The result for the TinyLlama 1.1B is presented as following graph:

The result for the Llama3 8B is presented as following graph:

In our experiments, we observed consistent, albeit modest, improvements in the performance of the TinyLlama 1.1B model when using the Llama3 8B verifier. This suggests that the verifier can effectively enhance the model’s accuracy, particularly in scenarios where the baseline capabilities of the model are less advanced.

Conversely, the Llama3 8B Instruct generator did not show similar improvements when paired with the same verifier. It is not far from just randomly select the results of a single sample. This discrepancy raises intriguing questions about the interplay between model complexity and verification techniques. One possible explanation for this outcome is that the Llama3 8B Instruct, having been developed with substantial resources from Meta, is already highly optimized for certain tasks. Its sophisticated training regimen may have saturated its capacity for improvement from external verifiers, which could be less effective if they are not equally advanced compared to generator.

Guiding Generator Model Training with the Verifier Model

In addition to training the verifier model, I decided to utilize it to guide the training of the generator model. The verifier model can provide rewards for the generator model, helping to improve its performance. In this setting, for each epoch, I roll out the generator to collect two solutions for each answer and collect the responses. The verifier model then evaluates the responses and sets one to accept and one to reject. The generator model is subsequently trained using the responses with Direct Policy Optimization (DPO). I discovered that if I do not aggregate the responses, the loss would vary significantly across different epochs. To address this issue, I decided to follow the Dataset Aggregation (DAgger) approach and aggregate all past responses to train the generator model. This aggregation helps stabilize the training process and leads to more consistent results.

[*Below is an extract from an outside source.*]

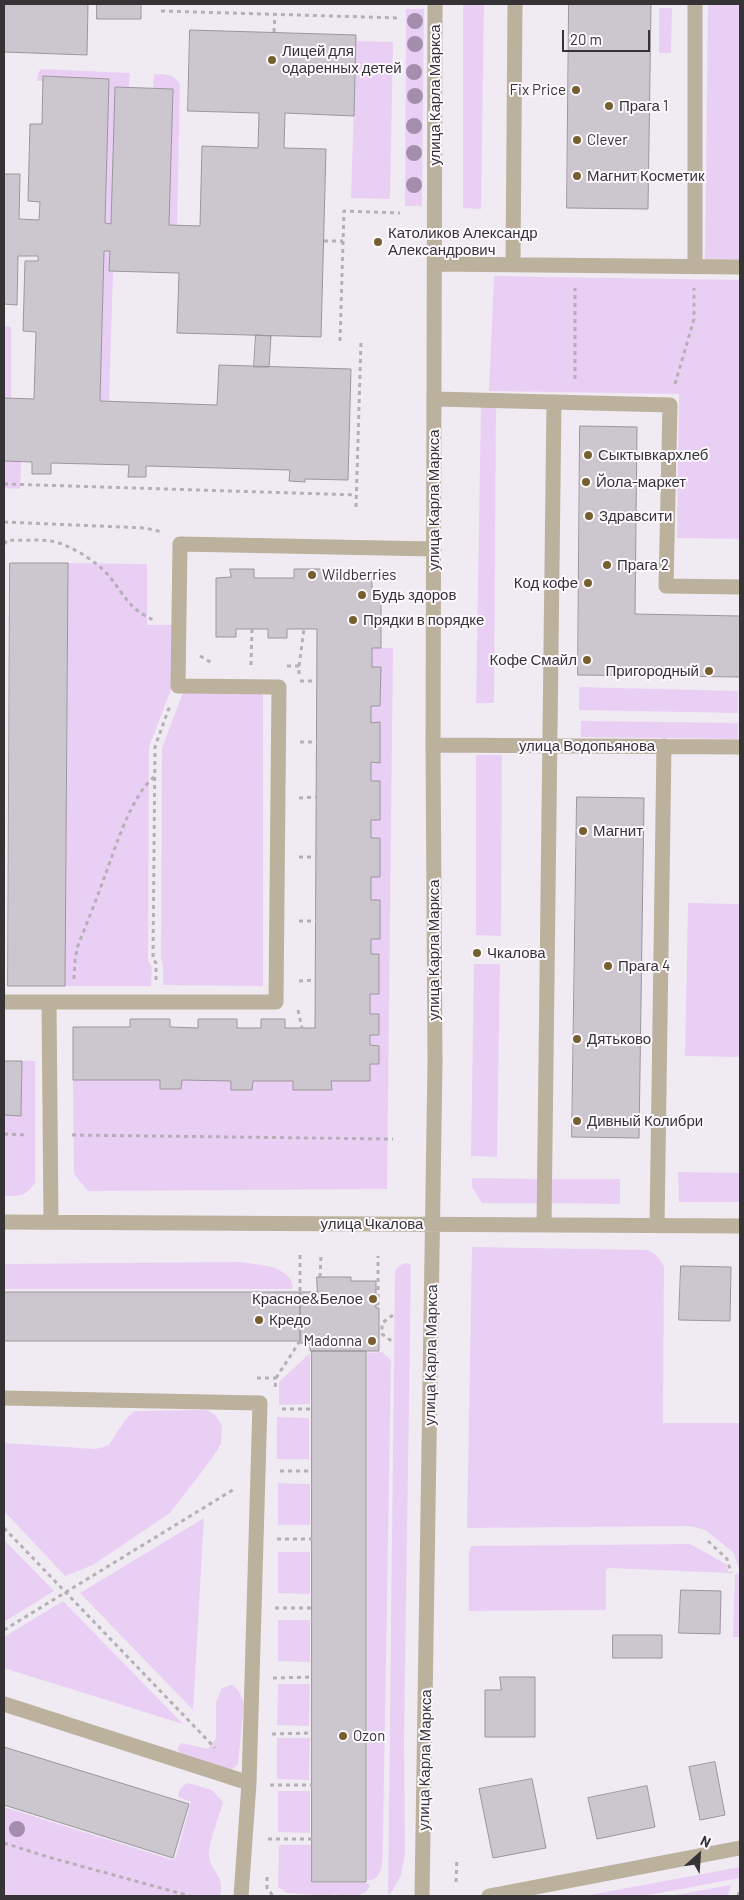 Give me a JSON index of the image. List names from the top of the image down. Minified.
{"streets":{"street":["улица Карла Маркса","улица Водопьянова","улица Чкалова"]},"crossings":[["улица Карла Маркса","улица Водопьянова"],["улица Карла Маркса","улица Чкалова"]],"places":["Лицей для одаренных детей","Fix Price","Прага 1","Clever","Магнит Косметик","Католиков Александр Александрович","Сыктывкархлеб","Йола-маркет","Здравсити","Прага 2","Wildberries","Код кофе","Будь здоров","Прядки в порядке","Кофе Смайл","Пригородный","Магнит","Чкалова","Прага 4","Дятьково","Дивный Колибри","Красное&Белое","Кредо","Madonna","Ozon"],"scale_bar":"20 m","north":"top right"}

By incorporating the verifier model’s feedback and employing the DAgger technique, the generator model can learn from its past experiences and progressively improve its performance. This approach leverages the verifier model’s knowledge to guide the generator model’s training, resulting in a more effective and efficient learning process.

However, due to time constraints, I was unable to fully explore this approach and its potential impact on the generator model’s performance. And I am still training. Future updates could delve deeper into this area and investigate the benefits of using the verifier model to guide the generator model’s training.

Conclusion

In conclusion, the verifier model plays a crucial role in enhancing the performance of Large Language Models (LLMs) by providing feedback on the correctness of each step in the reasoning process. Although the LLaMA-3 8B verifier model is not yet well-trained, it shows potential in improving the performance of the TinyLLaMA 1.1B generator model. By guiding the generator model’s training with the verifier model’s feedback, we can optimize the learning process and achieve more accurate results in theory.

However, in this case, we are only implementing an extremely simplified version of Q-learning with the verifier model. The model only provides the correctness of each step given the action and state, but it does not suggest the best action to choose. To fully leverage the potential of Q-learning, we need a more complex model that can provide the best action to take given the state.

In summary, while the current implementation of the verifier model shows promise, there is still room for improvement. By developing a more complex model that can suggest the best actions and leveraging temporal differences, we can further enhance the performance of LLMs in solving math problems.